(Beginning of Entries shown)

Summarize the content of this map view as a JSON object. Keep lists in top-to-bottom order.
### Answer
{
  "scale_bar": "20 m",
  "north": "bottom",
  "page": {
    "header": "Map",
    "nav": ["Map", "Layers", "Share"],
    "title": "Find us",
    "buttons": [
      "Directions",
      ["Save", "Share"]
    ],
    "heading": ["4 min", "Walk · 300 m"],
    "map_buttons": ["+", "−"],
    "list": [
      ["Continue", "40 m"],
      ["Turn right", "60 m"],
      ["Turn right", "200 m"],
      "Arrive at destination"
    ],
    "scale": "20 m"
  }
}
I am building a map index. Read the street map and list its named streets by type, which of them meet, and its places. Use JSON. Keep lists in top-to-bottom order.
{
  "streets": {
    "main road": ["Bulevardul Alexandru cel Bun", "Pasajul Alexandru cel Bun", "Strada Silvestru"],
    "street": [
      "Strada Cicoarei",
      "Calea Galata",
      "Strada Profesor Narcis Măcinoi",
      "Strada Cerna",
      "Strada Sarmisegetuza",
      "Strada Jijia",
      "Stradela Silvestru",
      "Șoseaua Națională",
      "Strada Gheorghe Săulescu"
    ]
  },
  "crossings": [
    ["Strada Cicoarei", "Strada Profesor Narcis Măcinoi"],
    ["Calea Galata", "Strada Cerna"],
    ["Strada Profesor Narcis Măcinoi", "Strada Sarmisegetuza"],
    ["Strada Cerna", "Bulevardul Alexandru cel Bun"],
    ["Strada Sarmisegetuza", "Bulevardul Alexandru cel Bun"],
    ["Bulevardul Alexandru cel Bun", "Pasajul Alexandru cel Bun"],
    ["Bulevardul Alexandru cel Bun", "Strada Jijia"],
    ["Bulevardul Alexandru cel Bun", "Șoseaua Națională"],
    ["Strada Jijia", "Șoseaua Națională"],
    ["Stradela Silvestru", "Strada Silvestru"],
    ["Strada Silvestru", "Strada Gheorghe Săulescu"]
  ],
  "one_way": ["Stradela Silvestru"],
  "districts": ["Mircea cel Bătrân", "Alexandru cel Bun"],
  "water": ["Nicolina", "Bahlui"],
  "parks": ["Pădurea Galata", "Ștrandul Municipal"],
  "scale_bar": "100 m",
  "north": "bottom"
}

(End of Entries shown)

The full listing is to be restated word for word.

Summarize the content of this map view as a JSON object. Keep lists in top-to-bottom order.
### Answer
{
  "scale_bar": "20 m",
  "north": "bottom",
  "page": {
    "header": "Map",
    "nav": ["Map", "Layers", "Share"],
    "title": "Find us",
    "buttons": [
      "Directions",
      ["Save", "Share"]
    ],
    "heading": ["4 min", "Walk · 300 m"],
    "map_buttons": ["+", "−"],
    "list": [
      ["Continue", "40 m"],
      ["Turn right", "60 m"],
      ["Turn right", "200 m"],
      "Arrive at destination"
    ],
    "scale": "20 m"
  }
}
I am building a map index. Read the street map and list its named streets by type, which of them meet, and its places. Use JSON. Keep lists in top-to-bottom order.
{
  "streets": {
    "main road": ["Bulevardul Alexandru cel Bun", "Pasajul Alexandru cel Bun", "Strada Silvestru"],
    "street": [
      "Strada Cicoarei",
      "Calea Galata",
      "Strada Profesor Narcis Măcinoi",
      "Strada Cerna",
      "Strada Sarmisegetuza",
      "Strada Jijia",
      "Stradela Silvestru",
      "Șoseaua Națională",
      "Strada Gheorghe Săulescu"
    ]
  },
  "crossings": [
    ["Strada Cicoarei", "Strada Profesor Narcis Măcinoi"],
    ["Calea Galata", "Strada Cerna"],
    ["Strada Profesor Narcis Măcinoi", "Strada Sarmisegetuza"],
    ["Strada Cerna", "Bulevardul Alexandru cel Bun"],
    ["Strada Sarmisegetuza", "Bulevardul Alexandru cel Bun"],
    ["Bulevardul Alexandru cel Bun", "Pasajul Alexandru cel Bun"],
    ["Bulevardul Alexandru cel Bun", "Strada Jijia"],
    ["Bulevardul Alexandru cel Bun", "Șoseaua Națională"],
    ["Strada Jijia", "Șoseaua Națională"],
    ["Stradela Silvestru", "Strada Silvestru"],
    ["Strada Silvestru", "Strada Gheorghe Săulescu"]
  ],
  "one_way": ["Stradela Silvestru"],
  "districts": ["Mircea cel Bătrân", "Alexandru cel Bun"],
  "water": ["Nicolina", "Bahlui"],
  "parks": ["Pădurea Galata", "Ștrandul Municipal"],
  "scale_bar": "100 m",
  "north": "bottom"
}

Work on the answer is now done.